Let's have a look at this website : Automated Proof (or Disproof) of Linear Recurrences Satisfied by Pisot Sequences

And in particular the second entry of their first output.txt file.

It shows that the recurrence relation is verified : $a_{n+1}=3a_n+2a_{n-1}$.

Thus since $a_{n+1}$ as same parity than $a_{n}$ for $n\ge2$, then it is the the same as $a_2=7$, thus odd.

---

Here is a transcript their proof

Let $(b_n)_n$ be the sequence defined by the recurrence relation $\begin{cases} b_1=2 \\ b_2=7 \\ b_{n+1}=3b_n+2b_{n-1} \end{cases}$

Whose characteric equation is $r^2-3r-2=0$ with $\Delta=17$ and roots $\lambda=\frac{3+\sqrt 17}{2}$ and $\mu=\frac{3-\sqrt 17}{2}$.

$\lambda\simeq3.561552813$ with $|\lambda|>1$.

$\mu\simeq-0.561552813$ with $|\mu|<1$ in particular $\mu^n\to 0$.

We will show that $(b_n)_n$ satisfies the relation verified by $(a_n)_n$ which is $\displaystyle{b_{n+2}=\lfloor\frac12+\frac{b_{n+1}^2}{b_n}\rfloor}$

If we set $\displaystyle{c_n=\frac{(b_{n+1})^2-b_{n+2}\,b_n}{b_n}}$ then we have to prove the equivalent $-\frac12\le c_n\lt\frac12$.

Yet $|c_n|\le A\ |\mu|^n$

for some fixed constant $A$ (independent of n), that can be easily determined, if desired. In particular the sequence $(c_n)_n$ tends to $0$.

The first calculated $c_n$ have values

-0.5000000000, 0.2857142857, -0.1600000000, 0.08988764045, 
-0.05047318612, 0.02834366696, -0.01591643870, 0.008937923329,     
-0.005019115773, 0.002818498599, -0.001582735814, ...

and as $n$ goes to infinity, $c_n$ tends to zero (and it is possible (but a waste of time) to find an $N_0$ such that $|c_n|$ is guaranteed to be less than $\frac12$ for $n\ge N_0$ (or any epsilon for that matter), and check that for $n\le N_0$ then $-\frac12\le c_n\lt\frac12$. QED.

---

Note: some explanations

$b_n=u\lambda^n+v\mu^n$ for constants $(u,v)$ that can be determined in fonction of $b_2$ and $b_1$ as for any linear recurrence equation of order 2 with distinct roots.

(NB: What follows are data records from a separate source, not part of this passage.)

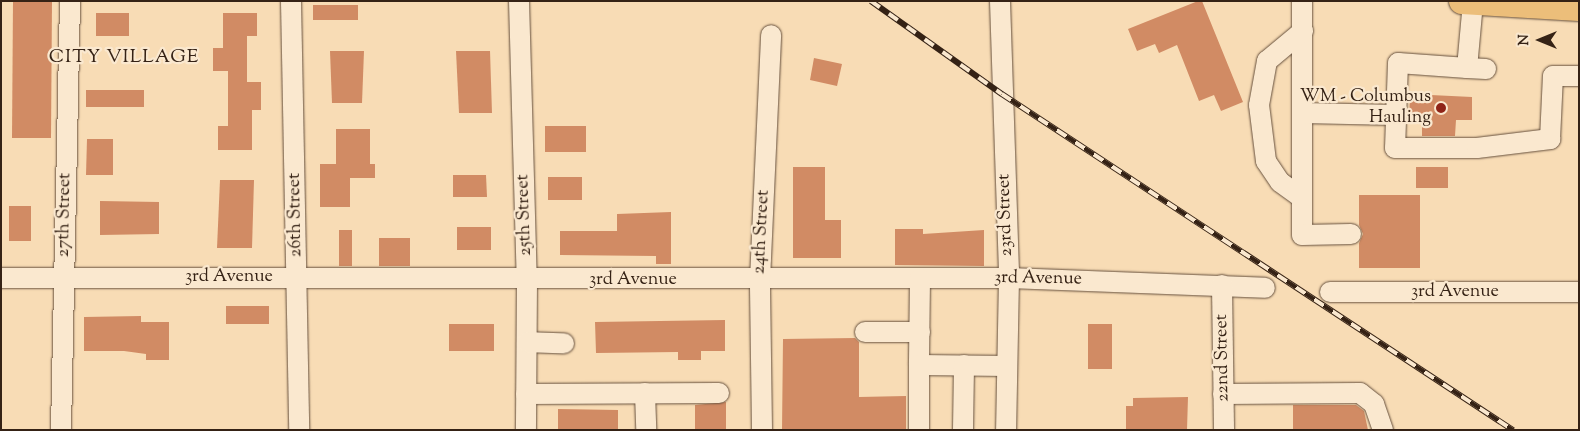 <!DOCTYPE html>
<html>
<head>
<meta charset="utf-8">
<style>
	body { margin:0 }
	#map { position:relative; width:1580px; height:431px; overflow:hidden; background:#f8dcb5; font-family:"Sorts Mill Goudy",serif }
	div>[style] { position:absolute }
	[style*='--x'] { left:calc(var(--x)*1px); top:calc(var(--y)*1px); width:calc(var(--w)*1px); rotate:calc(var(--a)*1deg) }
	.building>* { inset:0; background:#d18b64 }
	.roads { filter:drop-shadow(0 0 1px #66503d) drop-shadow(0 0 1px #66503d) }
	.minor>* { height:20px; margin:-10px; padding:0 10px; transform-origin:10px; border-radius:10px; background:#fae8cf }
	.major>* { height:26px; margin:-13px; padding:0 13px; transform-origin:13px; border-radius:13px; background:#ecbe7a }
	.rail>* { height:5.5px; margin-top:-2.75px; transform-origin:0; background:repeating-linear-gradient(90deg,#fae8cf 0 11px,#352215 0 22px); box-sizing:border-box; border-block:1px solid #352215 }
	.dots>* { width:14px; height:14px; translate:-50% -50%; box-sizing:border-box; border:2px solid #fae8cf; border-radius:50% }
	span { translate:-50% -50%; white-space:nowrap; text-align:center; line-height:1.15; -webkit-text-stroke:4.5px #fae8cf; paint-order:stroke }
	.poi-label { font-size:18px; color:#352215 }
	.right { translate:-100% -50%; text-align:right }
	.street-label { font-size:18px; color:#352215 }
	.neighbourhood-label { font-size:19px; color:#352215; letter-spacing:1px }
	.frame { position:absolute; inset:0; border:2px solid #352215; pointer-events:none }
	.north { position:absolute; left:1515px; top:15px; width:50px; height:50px; -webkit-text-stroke:4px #fae8cf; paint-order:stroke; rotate:270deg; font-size:14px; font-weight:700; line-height:20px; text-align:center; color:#352215 }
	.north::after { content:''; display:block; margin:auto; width:18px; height:22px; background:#352215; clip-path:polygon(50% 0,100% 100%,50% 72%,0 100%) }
</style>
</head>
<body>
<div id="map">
	<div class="building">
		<div style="clip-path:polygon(13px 1px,52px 1px,51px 138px,12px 138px)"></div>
		<div style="clip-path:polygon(1198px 1px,1202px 1px,1243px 102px,1221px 111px,1214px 95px,1199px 101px,1177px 45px,1159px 53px,1155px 44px,1137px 51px,1128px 29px)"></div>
		<div style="clip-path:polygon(313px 5px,358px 5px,358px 20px,313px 20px)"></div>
		<div style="clip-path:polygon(96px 13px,129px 13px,129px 36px,96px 36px)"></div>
		<div style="clip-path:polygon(223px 13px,257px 13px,257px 36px,247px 36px,247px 82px,261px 82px,261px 110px,252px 110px,252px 150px,218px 150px,218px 126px,228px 126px,228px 71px,213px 71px,213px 48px,223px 48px)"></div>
		<div style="clip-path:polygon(330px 51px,364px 51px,362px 103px,332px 103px)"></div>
		<div style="clip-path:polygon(456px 51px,490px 51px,492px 113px,459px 113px)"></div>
		<div style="clip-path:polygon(814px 58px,842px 64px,837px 86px,810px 80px)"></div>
		<div style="clip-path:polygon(86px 90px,144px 90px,144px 107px,86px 107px)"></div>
		<div style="clip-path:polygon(1410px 94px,1472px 97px,1472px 120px,1456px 120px,1455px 136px,1422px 136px,1422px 120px,1409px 120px)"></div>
		<div style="clip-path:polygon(545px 126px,586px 126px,586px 152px,545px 152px)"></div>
		<div style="clip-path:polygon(336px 129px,370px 129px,370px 164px,375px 164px,375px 178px,350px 178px,350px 207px,320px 207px,320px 164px,336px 164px)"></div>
		<div style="clip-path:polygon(87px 139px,113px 139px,113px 175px,86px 175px)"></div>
		<div style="clip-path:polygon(793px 167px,825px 167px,825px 220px,841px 220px,841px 258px,793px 258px)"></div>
		<div style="clip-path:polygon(1416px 167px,1448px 167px,1448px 188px,1416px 188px)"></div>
		<div style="clip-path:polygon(453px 175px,486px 175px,487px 197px,453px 197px)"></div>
		<div style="clip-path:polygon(548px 177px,582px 177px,582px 200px,548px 200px)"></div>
		<div style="clip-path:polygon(220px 180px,254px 180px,252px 248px,217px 248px)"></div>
		<div style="clip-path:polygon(1359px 195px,1420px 195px,1420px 268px,1359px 268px,1359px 243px,1363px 234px,1359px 225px)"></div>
		<div style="clip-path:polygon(100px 201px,159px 202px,159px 234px,100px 235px)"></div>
		<div style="clip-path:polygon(9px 206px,31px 206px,31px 241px,9px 241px)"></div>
		<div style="clip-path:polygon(671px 212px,671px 264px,656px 264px,656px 256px,560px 255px,560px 231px,617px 231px,617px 214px)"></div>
		<div style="clip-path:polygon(457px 227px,491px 227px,491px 250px,457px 250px)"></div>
		<div style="clip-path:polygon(895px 229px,923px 229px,923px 234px,984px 230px,984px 266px,895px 265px)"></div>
		<div style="clip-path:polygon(339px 230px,352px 230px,352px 266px,339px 266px)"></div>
		<div style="clip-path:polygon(379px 238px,410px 238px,410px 266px,379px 266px)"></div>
		<div style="clip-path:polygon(226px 306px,269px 306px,269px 324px,226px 324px)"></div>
		<div style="clip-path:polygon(141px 316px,141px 322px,169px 322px,169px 360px,146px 360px,146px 354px,124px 351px,84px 351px,84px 317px)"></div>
		<div style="clip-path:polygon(725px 320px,725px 351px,701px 351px,701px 360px,678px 360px,678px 352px,596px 353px,595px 322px)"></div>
		<div style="clip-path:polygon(449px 324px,494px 324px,494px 351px,449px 351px)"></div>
		<div style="clip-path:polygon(1088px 324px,1112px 324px,1112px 369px,1088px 369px)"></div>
		<div style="clip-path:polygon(855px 338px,859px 342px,859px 397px,906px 396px,906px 430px,782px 430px,783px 339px)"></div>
		<div style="clip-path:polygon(1188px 397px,1187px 430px,1126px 430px,1126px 406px,1133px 406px,1133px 398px)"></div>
		<div style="clip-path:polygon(726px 402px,726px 430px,695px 430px,695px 405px)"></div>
		<div style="clip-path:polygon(1293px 405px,1356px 405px,1364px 411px,1368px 430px,1293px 430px)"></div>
		<div style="clip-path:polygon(558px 409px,618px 410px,618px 430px,558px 430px)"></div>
	</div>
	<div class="roads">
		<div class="minor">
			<div style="--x:291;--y:1;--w:429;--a:88.9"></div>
			<div style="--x:519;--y:1;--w:279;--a:88.4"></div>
			<div style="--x:527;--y:280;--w:150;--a:90.4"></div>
			<div style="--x:1000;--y:1;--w:277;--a:88.1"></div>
			<div style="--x:1009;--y:278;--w:152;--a:91.1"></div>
			<div style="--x:1302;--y:1;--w:234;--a:90"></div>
			<div style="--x:1302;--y:235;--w:49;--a:-1.2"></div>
			<div style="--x:1473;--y:2;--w:66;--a:95.2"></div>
			<div style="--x:1467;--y:68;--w:69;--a:-175.9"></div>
			<div style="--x:1398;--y:63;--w:85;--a:92"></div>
			<div style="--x:1395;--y:148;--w:82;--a:0"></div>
			<div style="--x:1477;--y:148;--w:74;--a:-7"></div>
			<div style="--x:1550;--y:139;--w:63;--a:-87.3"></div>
			<div style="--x:1553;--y:76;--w:26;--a:0"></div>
			<div style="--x:1467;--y:68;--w:19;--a:3"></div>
			<div style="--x:1302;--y:113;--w:94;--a:1.2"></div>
			<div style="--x:1302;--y:198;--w:27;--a:-144"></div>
			<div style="--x:1280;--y:182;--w:25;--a:-124"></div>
			<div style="--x:1266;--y:161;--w:56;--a:-97.1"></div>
			<div style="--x:1259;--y:105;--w:45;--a:-79.7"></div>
			<div style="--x:1267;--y:61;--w:47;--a:-39.8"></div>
			<div style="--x:1;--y:278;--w:1008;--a:0"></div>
			<div style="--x:1009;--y:278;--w:256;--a:2.2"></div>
			<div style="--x:920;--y:279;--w:86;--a:90.7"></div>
			<div style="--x:919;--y:365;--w:88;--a:0.7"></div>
			<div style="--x:1222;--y:285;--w:145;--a:89.2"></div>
			<div style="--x:1330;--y:292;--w:249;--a:0"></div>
			<div style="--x:865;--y:332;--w:55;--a:0"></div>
			<div style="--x:527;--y:342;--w:37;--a:2"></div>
			<div style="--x:645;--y:393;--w:37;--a:88"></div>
			<div style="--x:526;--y:394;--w:193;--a:-0.3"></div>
			<div style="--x:1223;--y:394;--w:137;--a:-0.4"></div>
			<div style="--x:1360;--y:393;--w:18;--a:38"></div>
			<div style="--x:1374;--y:404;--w:28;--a:71"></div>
			<div style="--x:61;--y:430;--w:429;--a:-88.8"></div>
			<div style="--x:762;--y:430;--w:150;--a:-90.8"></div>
			<div style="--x:760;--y:280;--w:245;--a:-87.4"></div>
			<div style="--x:919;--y:430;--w:65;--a:-90"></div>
			<div style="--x:963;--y:430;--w:65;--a:-89.1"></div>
		</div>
		<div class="major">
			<div style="--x:1462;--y:1;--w:117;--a:3.4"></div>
		</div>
	</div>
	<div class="rail">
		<div style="--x:871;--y:1;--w:161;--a:35.4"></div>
		<div style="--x:1002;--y:94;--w:612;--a:33.33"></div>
	</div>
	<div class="dots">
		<div style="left:1441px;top:108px;background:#8f2418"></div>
	</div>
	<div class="poi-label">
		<span class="right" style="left:1431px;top:108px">WM - Columbus<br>Hauling</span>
	</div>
	<div class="street-label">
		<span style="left:65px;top:215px;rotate:-89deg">27th Street</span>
		<span style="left:296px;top:215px;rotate:-91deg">26th Street</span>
		<span style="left:525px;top:215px;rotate:-92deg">25th Street</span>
		<span style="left:1006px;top:215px;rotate:-92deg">23rd Street</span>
		<span style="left:762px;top:232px;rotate:-87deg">24th Street</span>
		<span style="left:229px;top:277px">3rd Avenue</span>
		<span style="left:1038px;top:279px;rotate:1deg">3rd Avenue</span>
		<span style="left:633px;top:280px">3rd Avenue</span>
		<span style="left:1455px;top:292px">3rd Avenue</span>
		<span style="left:1223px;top:358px;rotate:-91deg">22nd Street</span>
	</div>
	<div class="neighbourhood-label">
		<span style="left:124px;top:58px">CITY VILLAGE</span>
	</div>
	<div class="frame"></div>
	<div class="north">N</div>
</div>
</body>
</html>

$\require{cancel}(b_{n+1})^2-b_nb_{n+2}=(u\lambda^{n+1}+v\mu^{n+1})^2-(u\lambda^{n+2}+v\mu^{n+2})(u\lambda^{n}+v\mu^{n})=(\cancel{u^2\lambda^{2n+2}}+\cancel{v^2\mu^{2n+2}}+2uv\lambda^{n+1}\mu^{n+1})-(\cancel{u^2\lambda^{n+2}}+uv\lambda^{n+2}\mu^{n}+uv\lambda^{n}\mu^{n+2}+\cancel{v^2\mu^{n+2}})=uv\lambda^{n}\mu^{n}(2\lambda\mu-\lambda^2-\mu^2)=-uv\lambda^{n}\mu^{n}(\lambda-\mu)^2$

$|b_{n+1}^2-b_nb_{n+2}|=|uv(\lambda-\mu)^2|\lambda|^{n}|\mu|^{n}$

$|b_n|=|u\lambda^{n}+v\mu^{n}|=|u||\lambda|^{n}|1+\frac vu(\frac{\mu}{\lambda})^{n}|\ge|u||\lambda|^{n}|1-|\frac vu||$ since $|\frac{\mu}{\lambda}|^n<1$.

rem: if $u=v$ we can modify this $|1-|v/u||$ by $|1-|v\mu/u\lambda||$

Thus $|c_n|\le \frac{|v(\lambda-\mu)^2|}{|1-|\frac vu||}|\mu|^{n}\le A|\mu|^n$ as stated in their proof.

Then we just have to manually check that for the corresponding $N_0$ the values of $(a_n)_{n\le N_0}$ agrees with the recurrence relation.